A Amsterdam, et se vend à Paris, chez De Bure l'aîné et chez Antoine Jombert, imprimeur-libraire, 1755
1 volume petit in-8 (17,4 x 10,5 cm) de VII-232 pages.
Reliure strictement de l'époque plein veau brun granité, dos lisse, filets dorés, pièce de titre de maroquin rouge, tranches mouchetées de rouge, doublures et gardes de papier marbré. Bel état de fraîcheur de la reliure et de l'intérieur.
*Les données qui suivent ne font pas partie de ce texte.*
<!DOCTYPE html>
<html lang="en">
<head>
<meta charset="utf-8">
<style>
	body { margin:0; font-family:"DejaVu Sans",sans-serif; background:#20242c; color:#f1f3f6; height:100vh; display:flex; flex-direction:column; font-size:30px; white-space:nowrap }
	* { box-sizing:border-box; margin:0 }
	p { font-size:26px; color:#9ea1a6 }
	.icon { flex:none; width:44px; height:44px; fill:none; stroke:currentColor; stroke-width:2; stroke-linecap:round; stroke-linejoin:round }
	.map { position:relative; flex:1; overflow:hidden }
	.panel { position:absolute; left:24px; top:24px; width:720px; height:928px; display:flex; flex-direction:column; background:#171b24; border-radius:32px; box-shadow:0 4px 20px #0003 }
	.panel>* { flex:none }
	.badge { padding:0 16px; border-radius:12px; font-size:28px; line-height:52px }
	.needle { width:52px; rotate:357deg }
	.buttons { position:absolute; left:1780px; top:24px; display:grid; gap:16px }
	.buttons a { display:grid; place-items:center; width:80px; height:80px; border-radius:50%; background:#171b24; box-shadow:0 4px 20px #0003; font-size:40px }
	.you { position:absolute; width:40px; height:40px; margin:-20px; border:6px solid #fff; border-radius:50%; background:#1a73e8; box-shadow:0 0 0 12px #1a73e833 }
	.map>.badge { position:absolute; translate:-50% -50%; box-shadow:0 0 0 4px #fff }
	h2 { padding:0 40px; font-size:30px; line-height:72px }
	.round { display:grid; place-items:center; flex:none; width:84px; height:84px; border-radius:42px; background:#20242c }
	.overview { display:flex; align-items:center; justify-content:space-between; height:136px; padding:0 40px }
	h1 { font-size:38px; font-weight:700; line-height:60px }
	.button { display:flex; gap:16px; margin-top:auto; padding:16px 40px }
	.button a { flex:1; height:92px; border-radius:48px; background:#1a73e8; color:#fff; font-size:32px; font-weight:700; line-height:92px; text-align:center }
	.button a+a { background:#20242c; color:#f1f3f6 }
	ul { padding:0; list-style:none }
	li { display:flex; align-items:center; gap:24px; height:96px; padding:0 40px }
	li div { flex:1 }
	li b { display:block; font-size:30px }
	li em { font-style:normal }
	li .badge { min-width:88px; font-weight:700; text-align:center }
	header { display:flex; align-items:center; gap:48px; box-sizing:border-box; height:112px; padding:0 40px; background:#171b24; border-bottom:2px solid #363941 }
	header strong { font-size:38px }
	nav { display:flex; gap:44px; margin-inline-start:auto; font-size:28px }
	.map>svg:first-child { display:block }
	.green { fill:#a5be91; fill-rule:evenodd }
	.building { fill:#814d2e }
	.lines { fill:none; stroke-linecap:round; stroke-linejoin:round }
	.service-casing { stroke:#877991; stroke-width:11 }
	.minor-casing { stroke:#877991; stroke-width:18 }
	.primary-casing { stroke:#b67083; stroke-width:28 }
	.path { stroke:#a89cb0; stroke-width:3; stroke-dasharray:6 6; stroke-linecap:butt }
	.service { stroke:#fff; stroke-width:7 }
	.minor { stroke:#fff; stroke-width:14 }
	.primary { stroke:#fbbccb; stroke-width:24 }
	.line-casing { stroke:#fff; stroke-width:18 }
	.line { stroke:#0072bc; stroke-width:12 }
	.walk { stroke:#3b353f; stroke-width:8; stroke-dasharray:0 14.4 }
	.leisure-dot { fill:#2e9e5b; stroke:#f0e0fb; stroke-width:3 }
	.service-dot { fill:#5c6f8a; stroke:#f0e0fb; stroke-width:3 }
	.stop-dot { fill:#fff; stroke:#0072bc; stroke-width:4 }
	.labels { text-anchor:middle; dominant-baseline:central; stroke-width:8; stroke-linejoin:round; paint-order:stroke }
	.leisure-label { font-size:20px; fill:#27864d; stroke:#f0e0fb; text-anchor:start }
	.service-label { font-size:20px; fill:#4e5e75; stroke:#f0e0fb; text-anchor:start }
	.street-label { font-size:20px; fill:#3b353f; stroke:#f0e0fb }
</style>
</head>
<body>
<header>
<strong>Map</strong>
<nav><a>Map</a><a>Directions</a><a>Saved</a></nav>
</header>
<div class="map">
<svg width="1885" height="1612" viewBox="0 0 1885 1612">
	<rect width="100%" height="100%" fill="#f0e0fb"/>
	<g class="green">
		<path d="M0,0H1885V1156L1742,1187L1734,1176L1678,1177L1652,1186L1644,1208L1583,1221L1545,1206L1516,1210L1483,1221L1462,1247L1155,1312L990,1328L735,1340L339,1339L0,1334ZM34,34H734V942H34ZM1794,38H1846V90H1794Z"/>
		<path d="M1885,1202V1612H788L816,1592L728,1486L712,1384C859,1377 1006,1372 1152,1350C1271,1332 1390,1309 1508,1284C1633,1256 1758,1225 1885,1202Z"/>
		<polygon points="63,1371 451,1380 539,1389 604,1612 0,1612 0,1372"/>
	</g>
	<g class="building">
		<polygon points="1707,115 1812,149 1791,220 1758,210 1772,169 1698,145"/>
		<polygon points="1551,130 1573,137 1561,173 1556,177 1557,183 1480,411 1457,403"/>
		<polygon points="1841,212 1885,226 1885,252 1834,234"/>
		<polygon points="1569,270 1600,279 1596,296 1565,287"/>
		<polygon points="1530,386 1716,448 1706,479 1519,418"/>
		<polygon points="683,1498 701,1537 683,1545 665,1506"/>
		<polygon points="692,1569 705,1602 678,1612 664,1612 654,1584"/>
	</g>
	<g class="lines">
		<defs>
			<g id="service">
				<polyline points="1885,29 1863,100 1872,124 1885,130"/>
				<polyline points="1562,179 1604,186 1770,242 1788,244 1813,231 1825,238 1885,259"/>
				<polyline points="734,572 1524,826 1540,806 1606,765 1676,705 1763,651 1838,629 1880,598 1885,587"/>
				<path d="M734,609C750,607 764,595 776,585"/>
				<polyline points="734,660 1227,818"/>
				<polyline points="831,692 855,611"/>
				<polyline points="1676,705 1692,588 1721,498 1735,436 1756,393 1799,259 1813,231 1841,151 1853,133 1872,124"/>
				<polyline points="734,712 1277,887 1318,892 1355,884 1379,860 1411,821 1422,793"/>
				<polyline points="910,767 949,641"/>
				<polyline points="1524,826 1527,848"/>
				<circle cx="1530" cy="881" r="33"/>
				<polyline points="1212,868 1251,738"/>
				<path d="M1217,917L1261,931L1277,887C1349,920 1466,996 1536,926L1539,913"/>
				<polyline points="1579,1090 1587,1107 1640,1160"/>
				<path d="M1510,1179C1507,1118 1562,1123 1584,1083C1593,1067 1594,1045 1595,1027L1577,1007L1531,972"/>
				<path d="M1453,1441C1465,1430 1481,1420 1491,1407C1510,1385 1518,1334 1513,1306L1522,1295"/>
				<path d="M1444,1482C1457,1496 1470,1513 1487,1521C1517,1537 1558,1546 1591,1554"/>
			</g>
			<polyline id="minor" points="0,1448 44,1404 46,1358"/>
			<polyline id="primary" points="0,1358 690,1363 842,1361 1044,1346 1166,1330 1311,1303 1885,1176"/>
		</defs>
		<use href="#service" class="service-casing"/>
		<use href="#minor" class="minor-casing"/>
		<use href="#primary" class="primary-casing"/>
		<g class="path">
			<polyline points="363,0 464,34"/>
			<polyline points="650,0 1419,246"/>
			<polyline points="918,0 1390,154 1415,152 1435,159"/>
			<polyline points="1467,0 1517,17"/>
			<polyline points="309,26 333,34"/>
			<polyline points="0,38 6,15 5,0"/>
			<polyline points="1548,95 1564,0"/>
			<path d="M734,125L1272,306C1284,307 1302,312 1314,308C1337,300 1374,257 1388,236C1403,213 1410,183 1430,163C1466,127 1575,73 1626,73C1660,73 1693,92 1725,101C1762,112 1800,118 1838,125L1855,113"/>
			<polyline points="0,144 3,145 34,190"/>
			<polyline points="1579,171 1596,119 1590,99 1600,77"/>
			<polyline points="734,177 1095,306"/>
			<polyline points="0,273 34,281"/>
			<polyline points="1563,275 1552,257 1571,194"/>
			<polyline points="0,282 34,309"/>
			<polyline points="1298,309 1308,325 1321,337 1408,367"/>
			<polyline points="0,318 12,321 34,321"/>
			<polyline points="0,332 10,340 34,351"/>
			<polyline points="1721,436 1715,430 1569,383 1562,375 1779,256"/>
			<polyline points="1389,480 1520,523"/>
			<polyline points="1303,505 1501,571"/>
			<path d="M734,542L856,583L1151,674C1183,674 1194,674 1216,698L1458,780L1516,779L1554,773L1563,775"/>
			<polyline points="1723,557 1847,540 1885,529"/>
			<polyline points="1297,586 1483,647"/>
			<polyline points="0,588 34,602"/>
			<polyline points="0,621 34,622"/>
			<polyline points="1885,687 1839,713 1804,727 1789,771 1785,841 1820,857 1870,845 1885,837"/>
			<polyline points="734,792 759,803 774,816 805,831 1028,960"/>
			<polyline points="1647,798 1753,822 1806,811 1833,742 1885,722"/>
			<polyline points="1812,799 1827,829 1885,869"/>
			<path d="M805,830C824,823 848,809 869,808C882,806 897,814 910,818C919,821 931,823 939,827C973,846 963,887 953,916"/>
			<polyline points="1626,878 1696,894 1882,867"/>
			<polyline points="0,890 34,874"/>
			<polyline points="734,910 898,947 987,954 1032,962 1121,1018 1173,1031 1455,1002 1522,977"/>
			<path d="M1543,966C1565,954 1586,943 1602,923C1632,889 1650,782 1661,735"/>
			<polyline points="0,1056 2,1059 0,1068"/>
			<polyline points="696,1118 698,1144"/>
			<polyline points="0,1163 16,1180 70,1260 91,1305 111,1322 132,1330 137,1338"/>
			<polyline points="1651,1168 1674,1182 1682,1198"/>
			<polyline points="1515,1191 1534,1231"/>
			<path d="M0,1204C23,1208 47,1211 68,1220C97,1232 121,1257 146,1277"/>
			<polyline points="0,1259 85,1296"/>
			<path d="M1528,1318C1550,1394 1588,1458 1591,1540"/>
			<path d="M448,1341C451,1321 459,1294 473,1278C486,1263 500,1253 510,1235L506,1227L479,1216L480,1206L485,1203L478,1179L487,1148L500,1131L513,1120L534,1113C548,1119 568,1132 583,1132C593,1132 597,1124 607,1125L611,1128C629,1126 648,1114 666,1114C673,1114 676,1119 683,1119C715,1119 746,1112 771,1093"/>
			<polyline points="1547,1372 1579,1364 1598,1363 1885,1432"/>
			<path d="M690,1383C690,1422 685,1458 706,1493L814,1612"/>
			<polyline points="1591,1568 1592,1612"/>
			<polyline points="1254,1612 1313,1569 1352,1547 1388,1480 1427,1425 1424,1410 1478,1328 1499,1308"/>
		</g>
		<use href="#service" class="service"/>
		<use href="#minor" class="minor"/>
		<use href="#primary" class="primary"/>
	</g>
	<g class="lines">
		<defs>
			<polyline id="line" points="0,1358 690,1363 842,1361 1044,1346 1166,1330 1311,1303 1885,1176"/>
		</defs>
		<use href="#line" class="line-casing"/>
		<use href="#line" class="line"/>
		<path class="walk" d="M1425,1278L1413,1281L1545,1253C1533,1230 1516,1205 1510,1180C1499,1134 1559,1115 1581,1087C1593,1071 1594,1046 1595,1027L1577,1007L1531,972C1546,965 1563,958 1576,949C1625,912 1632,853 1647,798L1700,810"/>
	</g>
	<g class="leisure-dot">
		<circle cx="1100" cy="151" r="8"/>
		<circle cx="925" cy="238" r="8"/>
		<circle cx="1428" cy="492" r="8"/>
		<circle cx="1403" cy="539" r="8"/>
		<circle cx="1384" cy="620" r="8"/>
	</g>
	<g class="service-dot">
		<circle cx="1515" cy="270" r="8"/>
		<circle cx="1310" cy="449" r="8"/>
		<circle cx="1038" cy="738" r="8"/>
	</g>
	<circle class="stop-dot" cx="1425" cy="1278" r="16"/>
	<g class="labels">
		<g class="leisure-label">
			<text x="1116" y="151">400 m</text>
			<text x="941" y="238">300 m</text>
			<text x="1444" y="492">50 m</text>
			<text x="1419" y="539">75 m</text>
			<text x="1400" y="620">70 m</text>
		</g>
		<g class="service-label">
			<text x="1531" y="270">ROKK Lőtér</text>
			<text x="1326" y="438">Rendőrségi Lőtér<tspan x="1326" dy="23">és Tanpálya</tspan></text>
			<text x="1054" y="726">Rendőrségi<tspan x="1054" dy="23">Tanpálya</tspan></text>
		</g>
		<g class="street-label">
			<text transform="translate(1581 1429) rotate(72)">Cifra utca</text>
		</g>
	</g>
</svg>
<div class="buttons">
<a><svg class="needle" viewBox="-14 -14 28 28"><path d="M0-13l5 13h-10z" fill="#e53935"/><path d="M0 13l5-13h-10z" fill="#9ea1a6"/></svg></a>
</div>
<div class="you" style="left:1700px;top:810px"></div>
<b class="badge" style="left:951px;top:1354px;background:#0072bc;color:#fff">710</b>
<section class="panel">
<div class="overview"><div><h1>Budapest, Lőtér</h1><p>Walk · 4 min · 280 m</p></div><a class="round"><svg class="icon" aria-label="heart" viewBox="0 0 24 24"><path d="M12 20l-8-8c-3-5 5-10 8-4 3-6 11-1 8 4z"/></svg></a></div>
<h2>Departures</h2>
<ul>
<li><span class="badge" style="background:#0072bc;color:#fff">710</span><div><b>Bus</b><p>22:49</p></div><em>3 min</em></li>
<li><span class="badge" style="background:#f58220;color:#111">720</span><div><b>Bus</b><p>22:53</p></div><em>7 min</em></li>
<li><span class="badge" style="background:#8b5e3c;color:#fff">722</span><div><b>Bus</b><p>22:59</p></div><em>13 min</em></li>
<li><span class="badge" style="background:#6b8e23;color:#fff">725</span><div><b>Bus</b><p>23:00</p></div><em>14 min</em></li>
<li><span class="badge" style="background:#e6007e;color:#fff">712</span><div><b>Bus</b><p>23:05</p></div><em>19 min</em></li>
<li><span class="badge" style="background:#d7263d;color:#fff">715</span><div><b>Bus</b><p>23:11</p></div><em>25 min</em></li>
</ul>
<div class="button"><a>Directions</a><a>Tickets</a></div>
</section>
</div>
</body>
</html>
Minime manque à l'extrémité de la coiffe supérieure.
Edition originale.
Le Traité des Animaux occupe les 184 premières pages et l'Extrait du Traité des Sensations occupe les pages 185 à 232 (fin).
Dans son Traité des animaux (1755), Étienne Bonnot de Condillac explore les facultés cognitives et sensibles des animaux, en les comparant à celles des humains, dans une perspective empiriste inspirée de Locke. Il soutient que, comme les humains, les animaux perçoivent le monde à travers leurs sens et manifestent une sensibilité réelle, mais leurs comportements restent majoritairement instinctifs et dépourvus de réflexion abstraite. Cette incapacité à généraliser des idées ou à développer un langage les distingue fondamentalement des hommes, dont les capacités cognitives sont amplifiées par la culture et la pensée réflexive. Condillac critique également le cartésianisme, rejetant l'idée des animaux-machines et leur reconnaissant des capacités d'apprentissage et de mémoire, bien que limitées. Toutefois, son anthropocentrisme reflète les limites de son époque, sous-estimant certaines aptitudes animales aujourd’hui démontrées. Cette œuvre illustre ainsi une étape majeure dans l'évolution des débats philosophiques sur la sensibilité animale et la place de l’homme dans la nature.
Étienne Bonnot de Condillac (1714-1780), philosophe français majeur des Lumières est connu pour son empirisme et sa réflexion sur la nature de l'esprit humain. Influencé par Locke, il développe l'idée que toutes les facultés humaines (mémoire, imagination, jugement) dérivent des sensations, une thèse qu'il expose dans son œuvre centrale, Traité des sensations (1754). Il y illustre comment une simple statue dotée de sens pourrait acquérir progressivement des idées et des connaissances. Parmi ses autres écrits, le Traité des animaux (1755) analyse les différences entre l'homme et l'animal, affirmant que les animaux possèdent une sensibilité mais manquent de conscience réflexive. Défenseur d'une pédagogie fondée sur l'expérience, Condillac laisse une empreinte durable sur la philosophie et la pédagogie en mettant l'accent sur l'importance des sensations et de l'apprentissage par l'expérience. Gabriel Bonnot de Mably (1709-1785), philosophe, était son frère.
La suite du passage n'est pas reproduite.